Cairo, Egypt
The Palestinian Islamic Army, which has ties to Al-Qaeda, the attack on New Year's Day in a Christian church in Alexandria, Egypt, which has left nearly two dozen people killed, Interior Minister Habib al-Adly, said on Sunday.
It was not immediately clear what evidence was or if anyone was arrested.
Egyptian authorities earlier this month published a draft of a man he believes is responsible for the attack.
"The man in the photo is unknown, and authorities are trying to confirm his identity," Colonel Mahmoud Alla Department of the Interior at the time.
Internal use of forensic technologies to recreate the light of the suspected suicide bomber.
Some Muslims attended Christmas services in solidarity with Coptic Christians after bombardment, the demonstrators marched to their support in the prestigious Egyptian university Al-Azhar.
The bombing of the Coptic church in the two holy killed 23 people - the deadliest attack against Christians in the Muslim majority in Egypt for some time, but far from alone.
Ten days later, a gunman killed a Christian man and wounded five others in a train Christians in Egypt.
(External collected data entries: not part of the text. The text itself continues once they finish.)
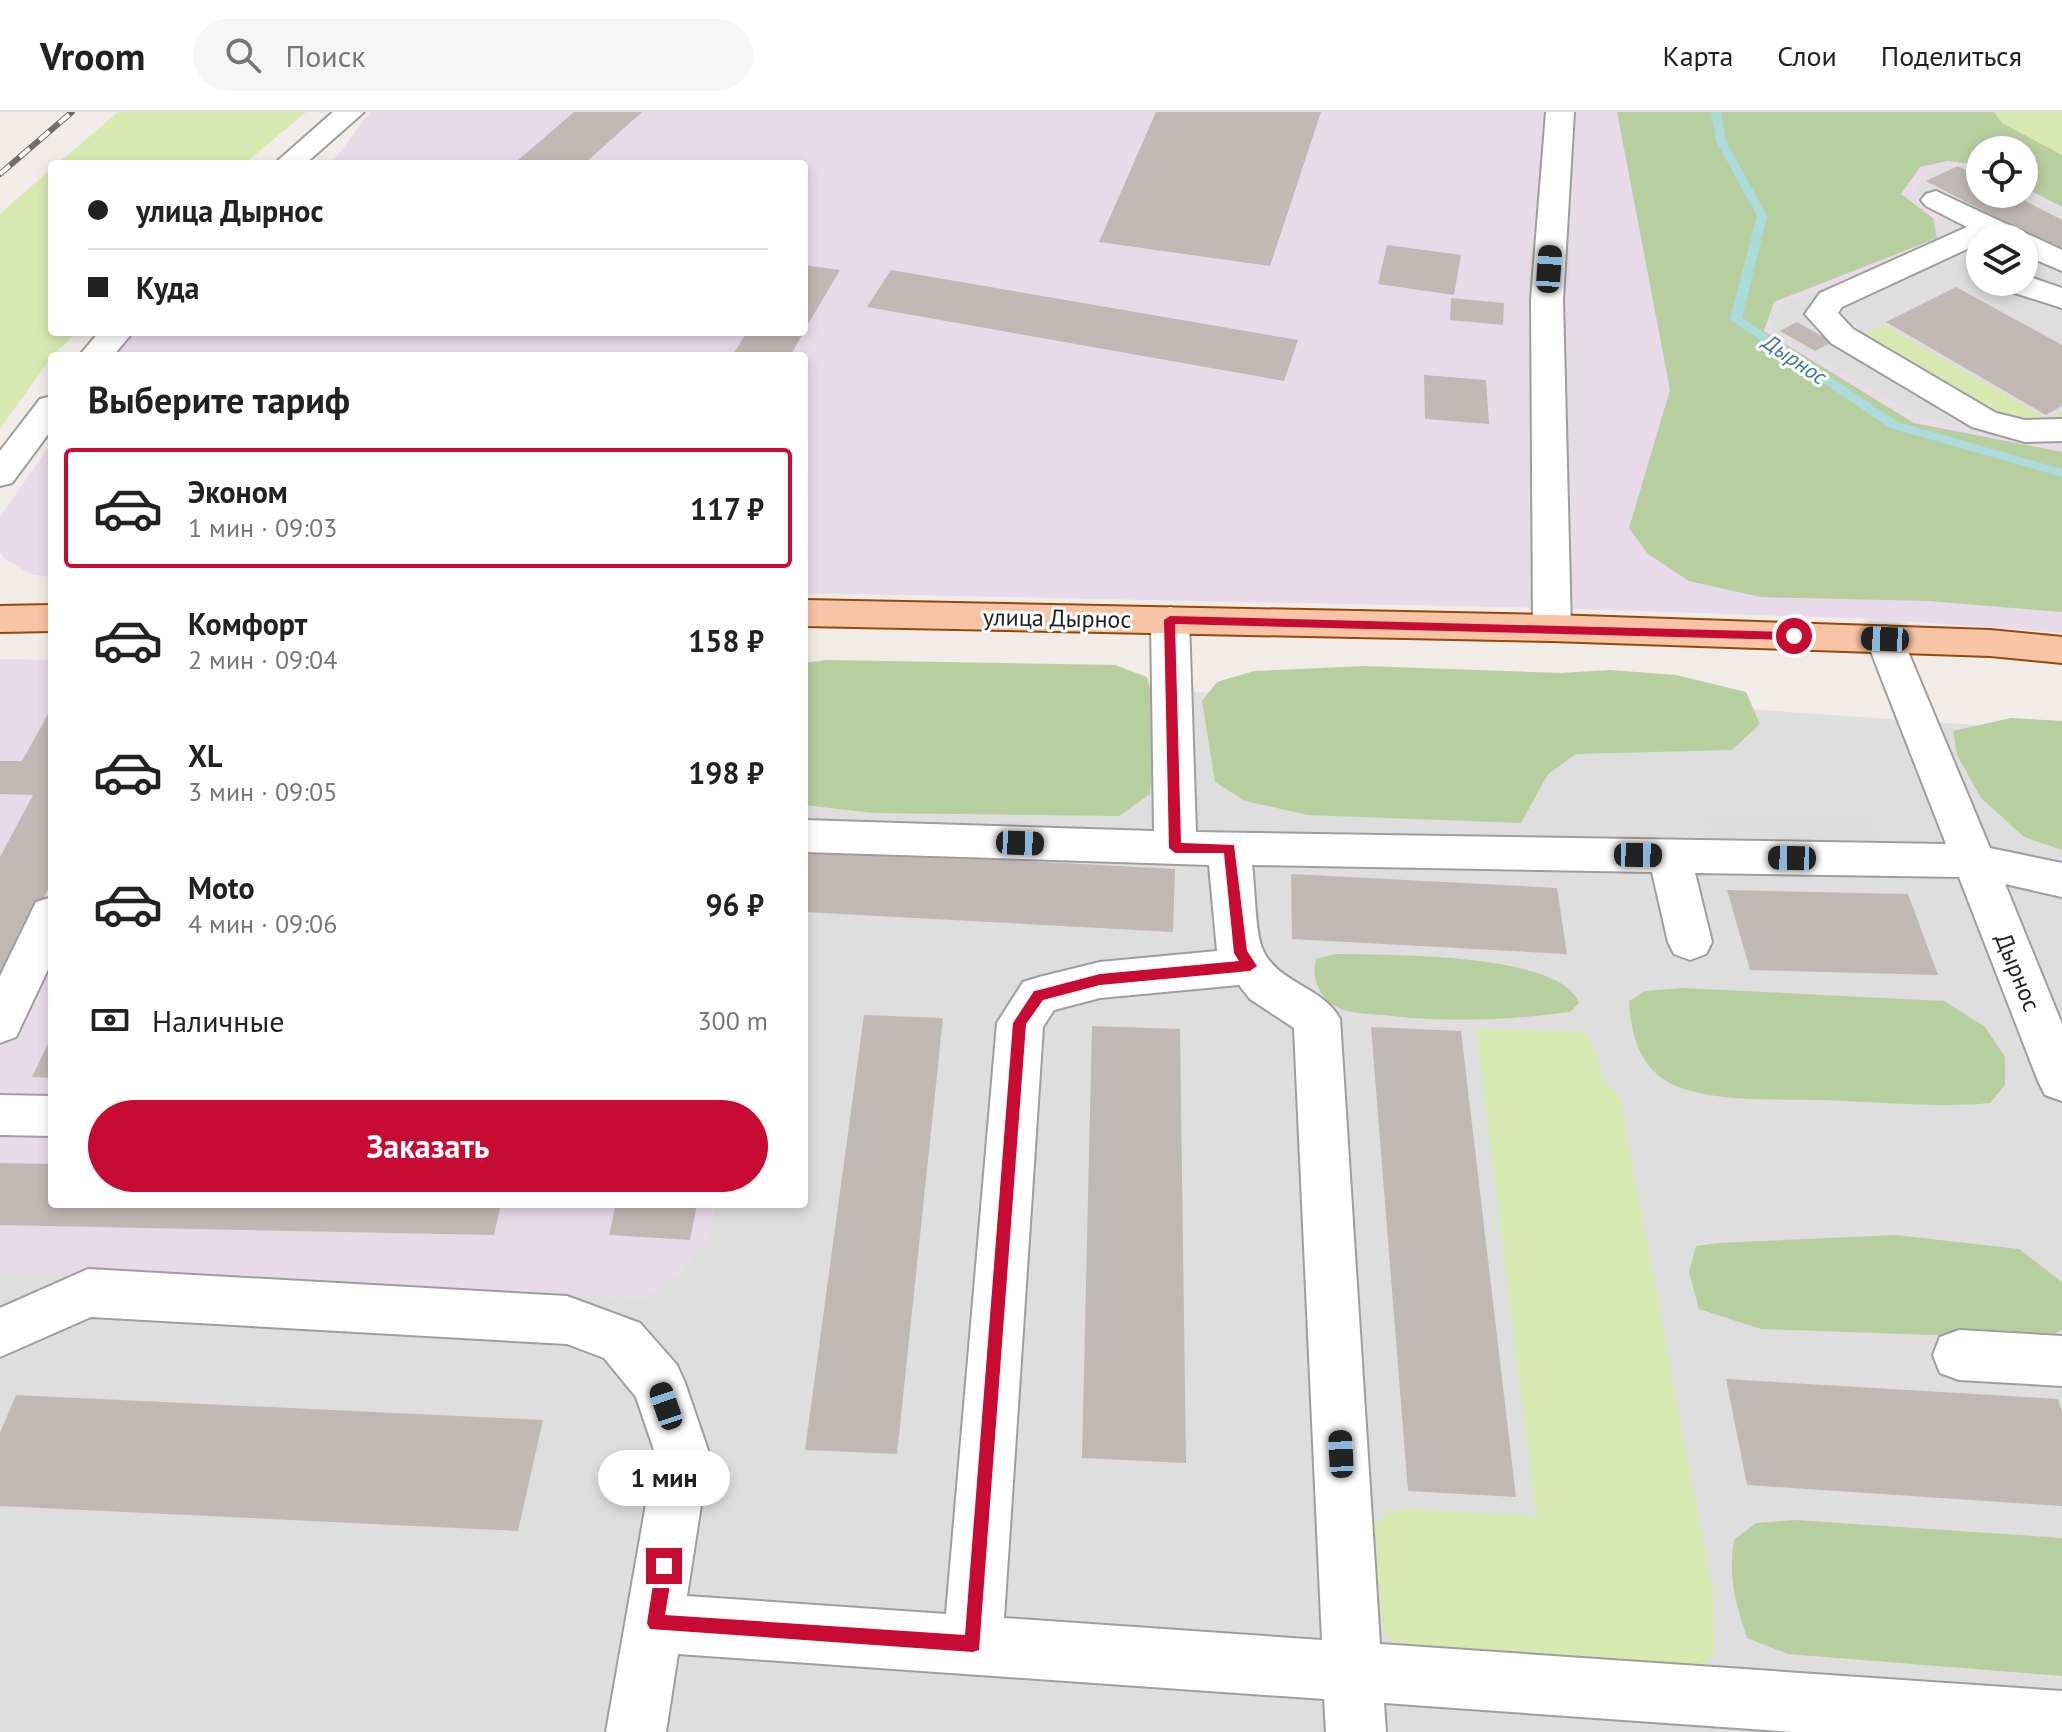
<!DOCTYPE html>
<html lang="ru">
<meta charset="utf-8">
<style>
:root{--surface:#fff;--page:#f6f6f6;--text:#222;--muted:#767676;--line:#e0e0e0;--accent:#c70b32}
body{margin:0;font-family:"PT Sans",sans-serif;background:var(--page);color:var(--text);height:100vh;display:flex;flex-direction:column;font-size:30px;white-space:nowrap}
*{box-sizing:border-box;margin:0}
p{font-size:26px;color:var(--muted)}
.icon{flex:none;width:44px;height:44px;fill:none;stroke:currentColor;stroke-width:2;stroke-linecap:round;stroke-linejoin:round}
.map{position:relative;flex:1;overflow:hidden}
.panel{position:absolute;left:48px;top:240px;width:760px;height:856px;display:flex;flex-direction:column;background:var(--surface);border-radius:8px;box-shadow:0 4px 12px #0003}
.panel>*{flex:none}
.hud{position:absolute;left:48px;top:48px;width:760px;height:176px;border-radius:8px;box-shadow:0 4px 12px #0003;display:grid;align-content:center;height:176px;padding:0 40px;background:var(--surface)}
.tools{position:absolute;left:1966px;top:24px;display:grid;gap:16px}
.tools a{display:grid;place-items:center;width:72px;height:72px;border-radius:50%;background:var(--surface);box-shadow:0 4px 12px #0003;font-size:40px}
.end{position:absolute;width:36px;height:36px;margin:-18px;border:10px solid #c70b32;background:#fff;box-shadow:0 0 0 4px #fff}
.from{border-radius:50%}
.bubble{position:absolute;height:56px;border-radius:28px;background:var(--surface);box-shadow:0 4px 12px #0003;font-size:26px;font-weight:700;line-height:56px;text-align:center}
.car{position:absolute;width:24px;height:48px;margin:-24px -12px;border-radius:10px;box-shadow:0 0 6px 2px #0007;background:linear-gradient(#222 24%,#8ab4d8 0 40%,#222 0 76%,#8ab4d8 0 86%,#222 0)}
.hud b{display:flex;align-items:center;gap:28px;height:76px;font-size:30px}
.hud b+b{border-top:2px solid var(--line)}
.hud i{width:20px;height:20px;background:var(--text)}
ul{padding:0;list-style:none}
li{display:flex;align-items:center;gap:24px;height:120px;margin:0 16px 12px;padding:0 24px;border:4px solid transparent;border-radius:8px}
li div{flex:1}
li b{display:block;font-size:30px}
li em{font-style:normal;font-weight:700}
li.active{border-color:var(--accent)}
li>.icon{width:72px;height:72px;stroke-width:1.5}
h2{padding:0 40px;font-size:36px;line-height:96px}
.pay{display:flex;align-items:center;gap:20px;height:88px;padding:0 40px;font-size:30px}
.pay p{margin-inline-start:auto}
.primary-button{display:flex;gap:16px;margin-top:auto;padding:16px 40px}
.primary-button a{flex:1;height:92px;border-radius:48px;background:var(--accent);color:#fff;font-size:32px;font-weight:700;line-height:92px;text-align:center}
header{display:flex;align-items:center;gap:48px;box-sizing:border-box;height:112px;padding:0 40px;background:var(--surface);border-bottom:2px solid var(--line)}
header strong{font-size:38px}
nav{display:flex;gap:44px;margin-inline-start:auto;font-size:28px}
.search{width:560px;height:72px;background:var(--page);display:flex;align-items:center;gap:20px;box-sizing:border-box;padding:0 28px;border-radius:44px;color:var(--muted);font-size:30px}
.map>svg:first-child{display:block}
</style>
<header>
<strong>Vroom</strong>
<div class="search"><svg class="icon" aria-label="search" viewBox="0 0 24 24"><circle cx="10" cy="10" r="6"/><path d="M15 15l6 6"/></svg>Поиск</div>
<nav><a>Карта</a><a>Слои</a><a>Поделиться</a></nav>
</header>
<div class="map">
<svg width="2062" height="1620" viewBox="0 0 2062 1620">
<rect width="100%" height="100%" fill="#f1ece8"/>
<!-- residential -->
<g fill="#dfdede" fill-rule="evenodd">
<path d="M1950,53L1972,54L1980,58V82L2024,80L2062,99V334L1917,306L1770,218L1779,192L1946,129L1942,106L1910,82L1928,59ZM1980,126H2024V170H1980Z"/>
<path d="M804,570L1689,593L2062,619V1620H0V1158L645,1186L706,1131L715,1092H804Z"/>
</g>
<!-- industrial -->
<g fill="#e9dae9">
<path d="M370,0H2062V99L2024,80V38H1980V58L1972,54L1950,53L1928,59L1910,82L1942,106L1946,129L1779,192L1770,218L1917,306L2062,334V521L1878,507L1548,496L804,481V244H115L136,220H804V52H331Z"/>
<path d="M52,330V465L31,462L6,448L0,441V405Z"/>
<path d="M0,547L52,548V1092H715L706,1131L679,1162L645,1186L0,1158Z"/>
</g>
<!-- grass -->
<g fill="#d7e8b1">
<path d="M118,0H306L244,52H57Z"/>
<path d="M1994,0H2062V43L2002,11Z"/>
<path d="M52,56V220H77L52,244L0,317V102Z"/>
<path d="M1883,213L2048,307L2062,300V314L2014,312L1856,226Z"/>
<path d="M1476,917L1583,919L1594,933L1604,969L1620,985L1713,1482L1715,1539L1701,1559L1399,1537L1384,1520L1372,1418L1387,1400L1409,1397L1536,1404Z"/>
</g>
<!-- forest -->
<g fill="#b7ce9f">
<path d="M1617,0H1994L2002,11L2062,43V95L2024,75V38H1980V53L1947,49L1920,55L1901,82L1933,106L1937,126L1774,190L1764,219L1914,311L2062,340V500L1929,489L1760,485L1689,469L1648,442L1629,416L1670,278Z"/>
<path d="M827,548L1115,553L1147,565L1157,604L1150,682L1119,704L873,701L804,693V551Z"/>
<path d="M1365,554L1561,561L1610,558L1676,563L1746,580L1760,612L1732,638L1576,642L1548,662L1521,711L1308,703L1245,689L1215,670L1202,589L1217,570L1254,559Z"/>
<path d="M2011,606L2062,609V738L2024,725L1981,686L1957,643L1953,619Z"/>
<path d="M1335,842C1382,843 1562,840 1579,891L1570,900C1509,908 1445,911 1384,903C1372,902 1358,902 1347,899C1323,892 1310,870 1316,847Z"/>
<path d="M1683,876L1944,889L1985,915L2005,945V973L1990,991C1935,996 1880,990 1824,988C1781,987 1710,991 1672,972C1639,956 1631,922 1629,889L1645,879Z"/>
<path d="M1896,1123L2019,1137L2062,1170V1218L2043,1227L1761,1217L1699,1197L1689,1160L1696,1134L1718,1131Z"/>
<path d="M1795,1408L2062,1426V1564L1788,1542L1747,1526C1735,1490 1728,1465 1734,1428L1756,1411Z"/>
</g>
<!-- parking -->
<path fill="#ddd" d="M1705,704L1870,706L1879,730L1711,727Z"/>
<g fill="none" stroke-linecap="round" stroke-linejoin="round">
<!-- stream -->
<path fill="#abdbdc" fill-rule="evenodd" d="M1711,0H1721L1726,29L1767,104L1742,206L1898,310L2062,357V365L1890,316L1732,209L1730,207L1757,104L1716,29Z"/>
</g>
<!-- building -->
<g fill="#c1b7b5">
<path d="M574,0H642L584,52H531L517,49Z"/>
<path d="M1156,0H1321L1270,154L1099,130Z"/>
<path d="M1958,54L1980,66V82H2012L2062,108V140L1926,69Z"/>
<path d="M1387,133L1461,143L1454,183L1378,172Z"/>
<path d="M804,153L840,158L804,219Z"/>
<path d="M891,158L1298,228L1284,269L867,195Z"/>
<path d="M1956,175L2062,233V294L2046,303L1886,210Z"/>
<path d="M1451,186L1504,191L1503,213L1450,208Z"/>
<path d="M1797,210L1832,230L1815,239L1780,219Z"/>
<path d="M747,220H804L790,244H732Z"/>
<path d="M1424,263L1486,268L1489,312L1425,307Z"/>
<path d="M52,595V770L0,874V745L33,683L0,682V649H22Z"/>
<path d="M804,737L1175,757L1173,820L804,800Z"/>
<path d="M1291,762L1557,776L1567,842L1292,827Z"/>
<path d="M1727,778L1908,782L1938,863L1750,858Z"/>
<path d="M864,903L943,906L897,1342L805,1338Z"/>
<path d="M1092,914L1180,917L1186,1351L1082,1346Z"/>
<path d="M1371,915L1461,919L1516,1385L1408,1379Z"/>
<path d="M52,923V966L32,965Z"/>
<path d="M0,1051L52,1052V1092H501L494,1123L0,1113Z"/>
<path d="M616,1092H697L690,1128L609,1123Z"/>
<path d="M1726,1267L2058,1287L2062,1300V1394L1747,1373Z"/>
<path d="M16,1283L543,1308L518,1419L0,1394V1321Z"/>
</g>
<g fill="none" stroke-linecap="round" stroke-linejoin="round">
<!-- minor casing -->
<g stroke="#9e9e9e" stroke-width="4">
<g id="minor">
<path d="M333,0H364L305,52H274Z"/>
<path d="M1546,0H1574L1563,188L1571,516L1565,525L1552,529L1539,525L1533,516L1531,188Z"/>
<path d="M1936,79L2062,138V159L2024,143V126H1980V131L1842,195L1838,201L1853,217L1996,301L2025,308L2062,307V329L2025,330L1972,315L1831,231L1805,202L1820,181L1967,115L1926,94L1921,88L1926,82Z"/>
<path d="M2024,163L2062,176V196L2002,177L1997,170H2024Z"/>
<path d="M99,220H133L113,244H79Z"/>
<path d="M52,284V317L12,371L0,374V339L40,287Z"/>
<path d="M1170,495L1183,499L1189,508L1196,720L1946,732L1866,527L1871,518L1885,514L1899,518L1990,736L2062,751V785L2005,772L2062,912V989L2045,983L2038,969L1959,765L1695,761L1712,830L1706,842L1690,848L1674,842L1668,830L1652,760L1252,753C1255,773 1255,819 1262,836C1276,871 1324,875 1340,907L1380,1532L2062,1579V1620H1793L1384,1591L1386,1620H1326L1324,1587L678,1542L666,1620H606L655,1341L636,1285L604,1246L567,1232L91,1205L0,1245V1196L88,1157L567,1184L640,1211L677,1253L685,1271L709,1341L687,1484L946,1502L997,911L1023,870L1039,865L1100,850L1217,839L1209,753L804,740V708L1154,719L1151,508L1157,499ZM1239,873L1250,887L1294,916L1322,1528L1004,1506L1043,915L1054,898L1100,886Z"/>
<path d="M52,785V849L16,925L0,931V864L36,790Z"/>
<path d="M0,983L52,984V1024L0,1023Z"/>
<path d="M1959,1218L2062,1224V1274L1959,1268L1940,1261L1933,1243L1940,1225Z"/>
</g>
</g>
<!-- major casing -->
<g stroke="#964908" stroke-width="4">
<g id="major">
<path d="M804,488L1552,503L1990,518L2062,525V551L1990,544L1552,529L804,514Z"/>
<path d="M52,493V519L0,520V494Z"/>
</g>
</g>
<!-- minor -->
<use href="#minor" fill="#fff" fill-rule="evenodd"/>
<!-- major -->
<use href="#major" fill="#f7c4a6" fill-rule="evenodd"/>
<!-- rail casing -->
<g stroke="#6f6f6f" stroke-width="6">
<path id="rail" d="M0,62L72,0"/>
</g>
<!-- rail -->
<use href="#rail" stroke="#fff" stroke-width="4" stroke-dasharray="13" stroke-linecap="butt"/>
</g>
<!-- route -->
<path fill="#c70b32" d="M1170,504L1794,520L1800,524L1794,528L1175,512L1181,731L1234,733L1247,839L1257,854L1250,859L1100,873L1043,888L1026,912L979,1538L973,1540L650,1517L647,1511L656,1454L658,1448L664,1446L670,1448L673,1454L665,1503L965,1523L1013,911L1034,879L1039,878L1100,862L1239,849L1234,841L1224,741H1175L1169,736L1164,508Z"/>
<g text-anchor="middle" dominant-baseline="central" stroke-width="6" stroke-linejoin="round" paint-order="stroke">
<!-- far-water labels -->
<g font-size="22" font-style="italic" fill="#44788e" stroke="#fff">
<text transform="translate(1795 247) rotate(34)">Дырнос</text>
</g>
<!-- street labels -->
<g font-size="24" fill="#212121" stroke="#fff">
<text transform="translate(1057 506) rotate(1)">улица Дырнос</text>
<text transform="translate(2018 860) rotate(68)">Дырнос</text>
</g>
</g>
</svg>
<div class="tools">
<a><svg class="icon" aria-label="locate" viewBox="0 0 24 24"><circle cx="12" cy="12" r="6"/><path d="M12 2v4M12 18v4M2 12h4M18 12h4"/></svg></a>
<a><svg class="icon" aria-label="layers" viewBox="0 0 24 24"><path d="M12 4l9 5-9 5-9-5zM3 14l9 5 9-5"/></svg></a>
</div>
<i class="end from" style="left:1794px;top:524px"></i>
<i class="end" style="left:664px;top:1454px"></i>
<div class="bubble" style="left:598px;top:1338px;width:132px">1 мин</div>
<i class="car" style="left:1549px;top:157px;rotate:4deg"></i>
<i class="car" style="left:1885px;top:527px;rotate:272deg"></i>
<i class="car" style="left:1020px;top:731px;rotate:92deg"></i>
<i class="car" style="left:1638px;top:743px;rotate:91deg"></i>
<i class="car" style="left:1792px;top:746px;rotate:271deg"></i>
<i class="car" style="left:666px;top:1294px;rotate:341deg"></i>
<i class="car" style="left:1341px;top:1342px;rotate:357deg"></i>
<div class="hud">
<b><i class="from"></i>улица Дырнос</b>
<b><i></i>Куда</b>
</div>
<section class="panel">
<h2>Выберите тариф</h2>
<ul>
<li class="active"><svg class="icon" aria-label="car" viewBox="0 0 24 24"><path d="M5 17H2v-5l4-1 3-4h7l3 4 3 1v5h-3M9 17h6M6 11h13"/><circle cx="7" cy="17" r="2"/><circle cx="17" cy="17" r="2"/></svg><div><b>Эконом</b><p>1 мин · 09:03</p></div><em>117 ₽</em></li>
<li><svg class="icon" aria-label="car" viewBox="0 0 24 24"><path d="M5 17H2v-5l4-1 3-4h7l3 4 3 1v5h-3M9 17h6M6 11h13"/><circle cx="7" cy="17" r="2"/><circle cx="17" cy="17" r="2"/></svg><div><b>Комфорт</b><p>2 мин · 09:04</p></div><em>158 ₽</em></li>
<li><svg class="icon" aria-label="car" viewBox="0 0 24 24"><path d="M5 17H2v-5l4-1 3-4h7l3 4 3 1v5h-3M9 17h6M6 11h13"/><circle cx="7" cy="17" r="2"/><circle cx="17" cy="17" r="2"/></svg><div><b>XL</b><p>3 мин · 09:05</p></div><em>198 ₽</em></li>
<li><svg class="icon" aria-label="car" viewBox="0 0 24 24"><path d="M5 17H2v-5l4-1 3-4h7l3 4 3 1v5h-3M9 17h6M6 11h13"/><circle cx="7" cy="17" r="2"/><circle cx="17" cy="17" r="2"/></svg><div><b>Moto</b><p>4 мин · 09:06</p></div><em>96 ₽</em></li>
</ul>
<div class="pay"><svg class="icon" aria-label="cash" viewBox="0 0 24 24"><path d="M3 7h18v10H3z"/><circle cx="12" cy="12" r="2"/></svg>Наличные<p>300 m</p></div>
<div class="primary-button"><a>Заказать</a></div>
</section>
</div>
One victim said the gunman opened fire after shouting in Arabic, "There is no God but God."
The suspect was later identified as a member of the police.
And last week a man was convicted of involvement in an attack against another Coptic church a year ago, the Egyptian state newspaper Al Ahram reported Jan. 16.
Mohamed El-Kamouny, one of three people accused in targeted assassinations of members of the Coptic Christian sect after a Christmas mass, is the first to be convicted.
Seven people were killed - six Copts and Muslims on guard - and in January 2010 concert outside the Church in the southern city of Naga Hammadi. Copts observe Christmas Day on January 7.
A judge who sentenced El-Kamouny to be with two other paragraphs of the defendant until next month, Al Ahram reported.
About 9% of Egypt's 80 million people are Coptic Christians.
They base their theology on the teachings of the Apostle Mark, who introduced Christianity to Egypt, according to St. Takla Church of Alexandria, the capital of Coptic Christianity.
Religion shared with other Christians in the fifth century on the definition of the divinity of Jesus Christ.